> REQUIRED ACTION: Write out every line of the data below exactly as given.

-- -- --

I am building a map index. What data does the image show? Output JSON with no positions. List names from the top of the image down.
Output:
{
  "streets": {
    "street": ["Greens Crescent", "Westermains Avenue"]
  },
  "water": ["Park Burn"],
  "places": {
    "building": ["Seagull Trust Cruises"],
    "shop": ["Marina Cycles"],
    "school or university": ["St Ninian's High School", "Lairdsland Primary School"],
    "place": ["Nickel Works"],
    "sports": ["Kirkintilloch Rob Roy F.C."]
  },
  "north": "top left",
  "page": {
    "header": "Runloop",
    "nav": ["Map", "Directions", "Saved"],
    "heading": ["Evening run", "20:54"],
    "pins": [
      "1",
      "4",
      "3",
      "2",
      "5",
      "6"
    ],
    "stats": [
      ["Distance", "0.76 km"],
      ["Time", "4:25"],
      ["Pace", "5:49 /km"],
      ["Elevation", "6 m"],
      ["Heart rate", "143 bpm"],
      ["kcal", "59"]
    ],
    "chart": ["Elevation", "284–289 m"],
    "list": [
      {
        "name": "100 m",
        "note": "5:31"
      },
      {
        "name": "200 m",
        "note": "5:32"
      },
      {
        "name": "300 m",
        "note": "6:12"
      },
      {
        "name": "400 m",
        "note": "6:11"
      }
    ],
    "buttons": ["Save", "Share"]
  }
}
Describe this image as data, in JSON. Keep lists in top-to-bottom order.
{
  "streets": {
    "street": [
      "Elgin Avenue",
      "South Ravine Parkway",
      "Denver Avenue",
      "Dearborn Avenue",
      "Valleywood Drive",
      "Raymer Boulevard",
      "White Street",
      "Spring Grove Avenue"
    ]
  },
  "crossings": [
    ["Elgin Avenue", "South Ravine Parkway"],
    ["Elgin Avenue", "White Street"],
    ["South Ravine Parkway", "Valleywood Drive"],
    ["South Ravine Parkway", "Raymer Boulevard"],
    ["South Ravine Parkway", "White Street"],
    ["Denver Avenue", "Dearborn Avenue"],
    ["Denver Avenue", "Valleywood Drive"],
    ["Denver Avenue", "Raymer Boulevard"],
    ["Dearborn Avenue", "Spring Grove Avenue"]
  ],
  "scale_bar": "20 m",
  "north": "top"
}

-- -- --

> ANSWER SECTION:
I am building a map index. What data does the image show? Output JSON with no positions. List names from the top of the image down.
Output:
{
  "streets": {
    "street": ["Greens Crescent", "Westermains Avenue"]
  },
  "water": ["Park Burn"],
  "places": {
    "building": ["Seagull Trust Cruises"],
    "shop": ["Marina Cycles"],
    "school or university": ["St Ninian's High School", "Lairdsland Primary School"],
    "place": ["Nickel Works"],
    "sports": ["Kirkintilloch Rob Roy F.C."]
  },
  "north": "top left",
  "page": {
    "header": "Runloop",
    "nav": ["Map", "Directions", "Saved"],
    "heading": ["Evening run", "20:54"],
    "pins": [
      "1",
      "4",
      "3",
      "2",
      "5",
      "6"
    ],
    "stats": [
      ["Distance", "0.76 km"],
      ["Time", "4:25"],
      ["Pace", "5:49 /km"],
      ["Elevation", "6 m"],
      ["Heart rate", "143 bpm"],
      ["kcal", "59"]
    ],
    "chart": ["Elevation", "284–289 m"],
    "list": [
      {
        "name": "100 m",
        "note": "5:31"
      },
      {
        "name": "200 m",
        "note": "5:32"
      },
      {
        "name": "300 m",
        "note": "6:12"
      },
      {
        "name": "400 m",
        "note": "6:11"
      }
    ],
    "buttons": ["Save", "Share"]
  }
}
Describe this image as data, in JSON. Keep lists in top-to-bottom order.
{
  "streets": {
    "street": [
      "Elgin Avenue",
      "South Ravine Parkway",
      "Denver Avenue",
      "Dearborn Avenue",
      "Valleywood Drive",
      "Raymer Boulevard",
      "White Street",
      "Spring Grove Avenue"
    ]
  },
  "crossings": [
    ["Elgin Avenue", "South Ravine Parkway"],
    ["Elgin Avenue", "White Street"],
    ["South Ravine Parkway", "Valleywood Drive"],
    ["South Ravine Parkway", "Raymer Boulevard"],
    ["South Ravine Parkway", "White Street"],
    ["Denver Avenue", "Dearborn Avenue"],
    ["Denver Avenue", "Valleywood Drive"],
    ["Denver Avenue", "Raymer Boulevard"],
    ["Dearborn Avenue", "Spring Grove Avenue"]
  ],
  "scale_bar": "20 m",
  "north": "top"
}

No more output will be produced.